Task prompt: Those lines of the data that hold the word "href" are to be copied out.

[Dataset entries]

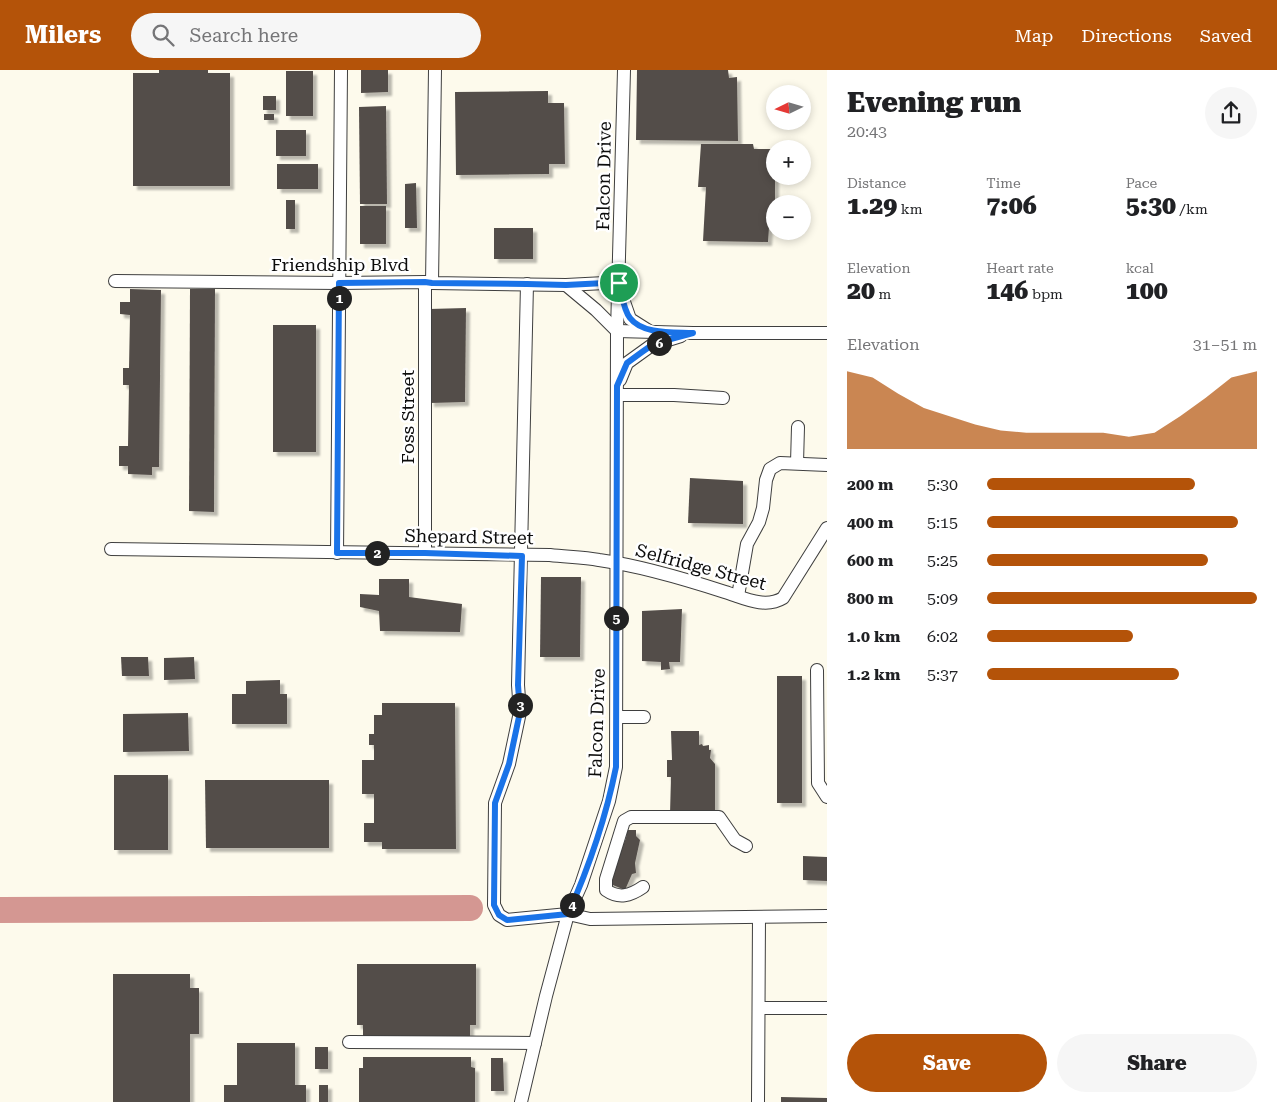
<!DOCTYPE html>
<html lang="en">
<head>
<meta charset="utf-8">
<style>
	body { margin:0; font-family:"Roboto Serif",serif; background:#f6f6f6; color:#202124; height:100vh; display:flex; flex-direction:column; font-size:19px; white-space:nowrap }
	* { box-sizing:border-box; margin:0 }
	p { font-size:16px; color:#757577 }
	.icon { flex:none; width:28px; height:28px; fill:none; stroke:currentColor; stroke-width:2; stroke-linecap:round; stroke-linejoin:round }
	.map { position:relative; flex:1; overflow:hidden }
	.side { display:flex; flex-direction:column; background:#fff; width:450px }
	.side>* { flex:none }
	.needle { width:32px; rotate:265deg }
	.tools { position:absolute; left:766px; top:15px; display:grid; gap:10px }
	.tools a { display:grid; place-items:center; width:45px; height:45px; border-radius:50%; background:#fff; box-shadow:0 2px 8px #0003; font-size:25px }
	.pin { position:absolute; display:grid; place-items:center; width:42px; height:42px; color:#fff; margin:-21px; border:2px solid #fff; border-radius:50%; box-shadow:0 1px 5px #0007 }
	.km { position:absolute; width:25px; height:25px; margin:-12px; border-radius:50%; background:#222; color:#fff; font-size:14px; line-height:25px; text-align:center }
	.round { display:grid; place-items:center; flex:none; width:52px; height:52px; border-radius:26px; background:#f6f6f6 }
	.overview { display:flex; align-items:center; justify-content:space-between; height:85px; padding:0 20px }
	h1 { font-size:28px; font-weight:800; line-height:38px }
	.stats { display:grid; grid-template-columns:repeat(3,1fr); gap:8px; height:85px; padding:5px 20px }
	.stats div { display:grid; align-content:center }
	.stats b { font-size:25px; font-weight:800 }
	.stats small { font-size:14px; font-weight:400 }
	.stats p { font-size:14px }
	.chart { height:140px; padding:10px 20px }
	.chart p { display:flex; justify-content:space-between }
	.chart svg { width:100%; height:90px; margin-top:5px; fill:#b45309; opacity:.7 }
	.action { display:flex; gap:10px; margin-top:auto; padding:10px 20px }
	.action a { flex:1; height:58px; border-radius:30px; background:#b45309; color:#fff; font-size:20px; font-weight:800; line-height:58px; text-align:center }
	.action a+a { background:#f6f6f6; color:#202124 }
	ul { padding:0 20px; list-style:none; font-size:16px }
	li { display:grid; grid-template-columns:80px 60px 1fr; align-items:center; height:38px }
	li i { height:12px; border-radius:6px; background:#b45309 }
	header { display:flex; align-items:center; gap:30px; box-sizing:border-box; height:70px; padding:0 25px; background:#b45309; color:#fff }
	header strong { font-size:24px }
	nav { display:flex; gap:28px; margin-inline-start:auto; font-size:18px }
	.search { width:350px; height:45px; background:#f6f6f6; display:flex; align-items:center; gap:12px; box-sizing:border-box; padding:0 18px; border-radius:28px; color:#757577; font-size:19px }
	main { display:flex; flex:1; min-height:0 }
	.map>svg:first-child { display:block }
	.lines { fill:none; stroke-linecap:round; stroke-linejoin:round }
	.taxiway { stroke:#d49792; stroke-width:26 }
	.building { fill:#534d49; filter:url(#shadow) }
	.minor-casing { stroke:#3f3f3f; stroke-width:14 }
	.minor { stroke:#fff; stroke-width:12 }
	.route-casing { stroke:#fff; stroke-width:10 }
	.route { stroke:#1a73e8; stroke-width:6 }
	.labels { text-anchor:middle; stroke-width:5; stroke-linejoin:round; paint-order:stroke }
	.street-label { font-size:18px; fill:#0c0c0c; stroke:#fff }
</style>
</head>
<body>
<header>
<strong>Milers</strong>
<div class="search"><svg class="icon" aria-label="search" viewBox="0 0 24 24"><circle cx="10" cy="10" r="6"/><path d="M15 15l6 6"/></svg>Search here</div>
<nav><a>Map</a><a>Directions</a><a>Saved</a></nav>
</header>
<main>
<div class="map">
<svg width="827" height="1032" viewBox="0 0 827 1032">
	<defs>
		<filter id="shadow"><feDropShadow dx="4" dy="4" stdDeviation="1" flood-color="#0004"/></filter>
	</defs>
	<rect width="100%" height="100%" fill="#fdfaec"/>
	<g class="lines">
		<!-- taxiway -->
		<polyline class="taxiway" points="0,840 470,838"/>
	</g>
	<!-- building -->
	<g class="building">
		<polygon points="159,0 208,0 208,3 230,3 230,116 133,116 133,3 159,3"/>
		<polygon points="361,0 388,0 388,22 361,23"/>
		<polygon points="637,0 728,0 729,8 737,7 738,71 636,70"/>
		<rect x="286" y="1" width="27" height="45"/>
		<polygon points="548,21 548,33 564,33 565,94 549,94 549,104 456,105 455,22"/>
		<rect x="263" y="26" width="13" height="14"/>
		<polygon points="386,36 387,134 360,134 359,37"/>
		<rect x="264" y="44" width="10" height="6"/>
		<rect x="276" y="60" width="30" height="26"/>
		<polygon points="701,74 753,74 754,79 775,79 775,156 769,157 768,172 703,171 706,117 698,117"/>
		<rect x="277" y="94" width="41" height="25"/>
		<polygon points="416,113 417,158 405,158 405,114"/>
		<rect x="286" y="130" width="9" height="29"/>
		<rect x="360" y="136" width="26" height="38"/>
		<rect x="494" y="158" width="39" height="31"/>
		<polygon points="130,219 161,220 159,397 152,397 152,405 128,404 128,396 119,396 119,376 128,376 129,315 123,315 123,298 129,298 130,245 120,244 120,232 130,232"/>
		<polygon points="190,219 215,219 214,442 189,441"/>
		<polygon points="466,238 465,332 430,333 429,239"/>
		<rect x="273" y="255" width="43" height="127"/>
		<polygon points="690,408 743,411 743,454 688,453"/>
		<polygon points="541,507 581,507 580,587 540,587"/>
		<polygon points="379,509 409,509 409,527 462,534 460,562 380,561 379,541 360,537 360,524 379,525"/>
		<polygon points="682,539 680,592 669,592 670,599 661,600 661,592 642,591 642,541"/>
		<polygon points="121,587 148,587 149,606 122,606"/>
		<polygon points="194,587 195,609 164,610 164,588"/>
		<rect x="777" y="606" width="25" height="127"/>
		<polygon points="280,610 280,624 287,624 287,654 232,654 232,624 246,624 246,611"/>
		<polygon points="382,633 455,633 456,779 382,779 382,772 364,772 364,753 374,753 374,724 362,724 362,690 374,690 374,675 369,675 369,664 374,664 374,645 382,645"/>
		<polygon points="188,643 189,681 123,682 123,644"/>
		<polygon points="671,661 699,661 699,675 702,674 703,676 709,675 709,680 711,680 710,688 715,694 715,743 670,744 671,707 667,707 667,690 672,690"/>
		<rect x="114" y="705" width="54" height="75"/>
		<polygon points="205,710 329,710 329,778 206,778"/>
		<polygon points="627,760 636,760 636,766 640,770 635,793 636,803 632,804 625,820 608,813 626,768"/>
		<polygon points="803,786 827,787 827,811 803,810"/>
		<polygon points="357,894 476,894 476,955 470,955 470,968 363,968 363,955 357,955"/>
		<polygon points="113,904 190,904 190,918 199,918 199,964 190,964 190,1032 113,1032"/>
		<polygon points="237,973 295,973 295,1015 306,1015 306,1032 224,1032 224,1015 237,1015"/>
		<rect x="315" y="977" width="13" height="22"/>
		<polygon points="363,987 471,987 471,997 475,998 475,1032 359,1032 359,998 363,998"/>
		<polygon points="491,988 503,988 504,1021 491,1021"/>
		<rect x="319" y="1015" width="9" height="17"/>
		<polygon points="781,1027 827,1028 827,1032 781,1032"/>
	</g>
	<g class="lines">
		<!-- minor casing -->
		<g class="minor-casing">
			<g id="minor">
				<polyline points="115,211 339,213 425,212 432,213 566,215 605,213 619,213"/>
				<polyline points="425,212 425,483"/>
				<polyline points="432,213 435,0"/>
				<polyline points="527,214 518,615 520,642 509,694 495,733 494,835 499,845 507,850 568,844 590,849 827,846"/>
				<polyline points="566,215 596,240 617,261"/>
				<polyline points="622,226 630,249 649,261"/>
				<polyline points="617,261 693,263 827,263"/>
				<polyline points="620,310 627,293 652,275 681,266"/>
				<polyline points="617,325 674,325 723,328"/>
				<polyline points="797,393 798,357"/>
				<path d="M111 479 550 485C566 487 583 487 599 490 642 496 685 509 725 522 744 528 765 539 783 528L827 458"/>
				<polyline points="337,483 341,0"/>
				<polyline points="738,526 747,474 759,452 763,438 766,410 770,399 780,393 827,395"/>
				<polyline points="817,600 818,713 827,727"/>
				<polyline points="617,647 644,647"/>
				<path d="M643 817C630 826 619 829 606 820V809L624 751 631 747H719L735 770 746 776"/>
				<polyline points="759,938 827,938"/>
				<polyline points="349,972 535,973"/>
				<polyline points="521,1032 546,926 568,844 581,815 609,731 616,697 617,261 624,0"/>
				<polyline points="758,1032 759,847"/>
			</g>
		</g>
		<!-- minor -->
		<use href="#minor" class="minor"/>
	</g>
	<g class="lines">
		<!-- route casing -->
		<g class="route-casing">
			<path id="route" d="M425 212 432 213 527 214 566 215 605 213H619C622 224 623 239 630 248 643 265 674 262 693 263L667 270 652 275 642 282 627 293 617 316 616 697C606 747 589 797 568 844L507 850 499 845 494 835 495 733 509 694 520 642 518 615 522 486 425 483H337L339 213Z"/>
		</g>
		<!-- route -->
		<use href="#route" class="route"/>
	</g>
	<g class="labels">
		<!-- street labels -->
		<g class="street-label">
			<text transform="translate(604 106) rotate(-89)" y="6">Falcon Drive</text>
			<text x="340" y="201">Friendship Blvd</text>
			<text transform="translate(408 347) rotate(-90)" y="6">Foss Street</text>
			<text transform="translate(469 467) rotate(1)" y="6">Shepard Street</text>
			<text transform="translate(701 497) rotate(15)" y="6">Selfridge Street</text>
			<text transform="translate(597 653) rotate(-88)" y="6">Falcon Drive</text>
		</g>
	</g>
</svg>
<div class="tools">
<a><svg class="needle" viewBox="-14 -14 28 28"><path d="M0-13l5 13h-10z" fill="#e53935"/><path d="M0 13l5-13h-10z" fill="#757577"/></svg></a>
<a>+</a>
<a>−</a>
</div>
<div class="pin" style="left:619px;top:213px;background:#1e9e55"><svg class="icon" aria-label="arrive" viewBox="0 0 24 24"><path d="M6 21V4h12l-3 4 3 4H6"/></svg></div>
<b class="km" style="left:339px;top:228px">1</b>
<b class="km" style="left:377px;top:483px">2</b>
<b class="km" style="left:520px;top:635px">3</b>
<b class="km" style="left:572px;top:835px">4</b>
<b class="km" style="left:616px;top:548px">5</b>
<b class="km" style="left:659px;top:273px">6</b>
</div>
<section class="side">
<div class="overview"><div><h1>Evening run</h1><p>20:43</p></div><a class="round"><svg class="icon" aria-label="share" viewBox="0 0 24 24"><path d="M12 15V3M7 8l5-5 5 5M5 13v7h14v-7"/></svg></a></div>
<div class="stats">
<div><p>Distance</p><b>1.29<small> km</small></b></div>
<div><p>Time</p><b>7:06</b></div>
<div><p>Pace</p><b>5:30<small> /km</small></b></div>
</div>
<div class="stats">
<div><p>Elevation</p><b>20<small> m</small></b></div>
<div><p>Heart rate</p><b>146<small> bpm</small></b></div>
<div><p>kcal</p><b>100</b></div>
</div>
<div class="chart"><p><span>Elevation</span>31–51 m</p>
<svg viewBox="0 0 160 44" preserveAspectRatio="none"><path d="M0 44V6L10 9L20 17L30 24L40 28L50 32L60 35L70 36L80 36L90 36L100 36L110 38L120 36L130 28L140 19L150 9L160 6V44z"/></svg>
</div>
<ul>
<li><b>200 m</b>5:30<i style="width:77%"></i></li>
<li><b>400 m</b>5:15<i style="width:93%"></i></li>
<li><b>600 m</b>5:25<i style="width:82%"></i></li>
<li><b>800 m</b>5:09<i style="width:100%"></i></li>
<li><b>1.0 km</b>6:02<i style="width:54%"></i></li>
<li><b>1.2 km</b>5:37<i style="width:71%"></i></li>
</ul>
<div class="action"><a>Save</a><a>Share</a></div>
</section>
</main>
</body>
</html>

Exercise response:
		<use href="#minor" class="minor"/>
		<use href="#route" class="route"/>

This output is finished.